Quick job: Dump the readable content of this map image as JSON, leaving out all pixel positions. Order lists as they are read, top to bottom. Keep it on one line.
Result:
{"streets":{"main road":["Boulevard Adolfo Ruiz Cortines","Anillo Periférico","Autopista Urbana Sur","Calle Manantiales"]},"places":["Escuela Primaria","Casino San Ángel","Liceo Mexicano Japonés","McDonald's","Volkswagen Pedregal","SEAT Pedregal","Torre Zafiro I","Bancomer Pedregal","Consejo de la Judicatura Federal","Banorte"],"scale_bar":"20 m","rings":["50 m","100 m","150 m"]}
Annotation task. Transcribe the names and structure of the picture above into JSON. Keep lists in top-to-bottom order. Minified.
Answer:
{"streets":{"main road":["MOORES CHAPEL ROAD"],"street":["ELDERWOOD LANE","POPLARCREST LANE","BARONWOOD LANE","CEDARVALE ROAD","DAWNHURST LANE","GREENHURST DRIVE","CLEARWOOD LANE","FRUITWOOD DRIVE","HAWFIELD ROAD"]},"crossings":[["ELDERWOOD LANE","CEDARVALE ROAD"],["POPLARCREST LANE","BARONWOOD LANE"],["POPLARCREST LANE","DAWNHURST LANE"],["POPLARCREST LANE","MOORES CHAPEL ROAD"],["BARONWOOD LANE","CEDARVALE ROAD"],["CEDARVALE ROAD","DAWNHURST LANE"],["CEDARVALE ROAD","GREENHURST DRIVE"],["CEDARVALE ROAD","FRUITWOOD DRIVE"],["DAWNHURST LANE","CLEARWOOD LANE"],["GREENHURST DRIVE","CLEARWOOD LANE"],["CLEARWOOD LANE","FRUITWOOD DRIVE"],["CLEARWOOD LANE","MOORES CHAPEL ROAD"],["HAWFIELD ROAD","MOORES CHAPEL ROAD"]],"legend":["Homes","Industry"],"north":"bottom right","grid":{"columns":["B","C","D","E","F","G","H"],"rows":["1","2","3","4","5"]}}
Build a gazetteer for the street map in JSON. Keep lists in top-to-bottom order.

########

** Instructions to follow **
The records above should be returned exactly.

** Output for this exercise **
Quick job: Dump the readable content of this map image as JSON, leaving out all pixel positions. Order lists as they are read, top to bottom. Keep it on one line.
Result:
{"streets":{"main road":["Boulevard Adolfo Ruiz Cortines","Anillo Periférico","Autopista Urbana Sur","Calle Manantiales"]},"places":["Escuela Primaria","Casino San Ángel","Liceo Mexicano Japonés","McDonald's","Volkswagen Pedregal","SEAT Pedregal","Torre Zafiro I","Bancomer Pedregal","Consejo de la Judicatura Federal","Banorte"],"scale_bar":"20 m","rings":["50 m","100 m","150 m"]}
Annotation task. Transcribe the names and structure of the picture above into JSON. Keep lists in top-to-bottom order. Minified.
Answer:
{"streets":{"main road":["MOORES CHAPEL ROAD"],"street":["ELDERWOOD LANE","POPLARCREST LANE","BARONWOOD LANE","CEDARVALE ROAD","DAWNHURST LANE","GREENHURST DRIVE","CLEARWOOD LANE","FRUITWOOD DRIVE","HAWFIELD ROAD"]},"crossings":[["ELDERWOOD LANE","CEDARVALE ROAD"],["POPLARCREST LANE","BARONWOOD LANE"],["POPLARCREST LANE","DAWNHURST LANE"],["POPLARCREST LANE","MOORES CHAPEL ROAD"],["BARONWOOD LANE","CEDARVALE ROAD"],["CEDARVALE ROAD","DAWNHURST LANE"],["CEDARVALE ROAD","GREENHURST DRIVE"],["CEDARVALE ROAD","FRUITWOOD DRIVE"],["DAWNHURST LANE","CLEARWOOD LANE"],["GREENHURST DRIVE","CLEARWOOD LANE"],["CLEARWOOD LANE","FRUITWOOD DRIVE"],["CLEARWOOD LANE","MOORES CHAPEL ROAD"],["HAWFIELD ROAD","MOORES CHAPEL ROAD"]],"legend":["Homes","Industry"],"north":"bottom right","grid":{"columns":["B","C","D","E","F","G","H"],"rows":["1","2","3","4","5"]}}
Build a gazetteer for the street map in JSON. Keep lists in top-to-bottom order.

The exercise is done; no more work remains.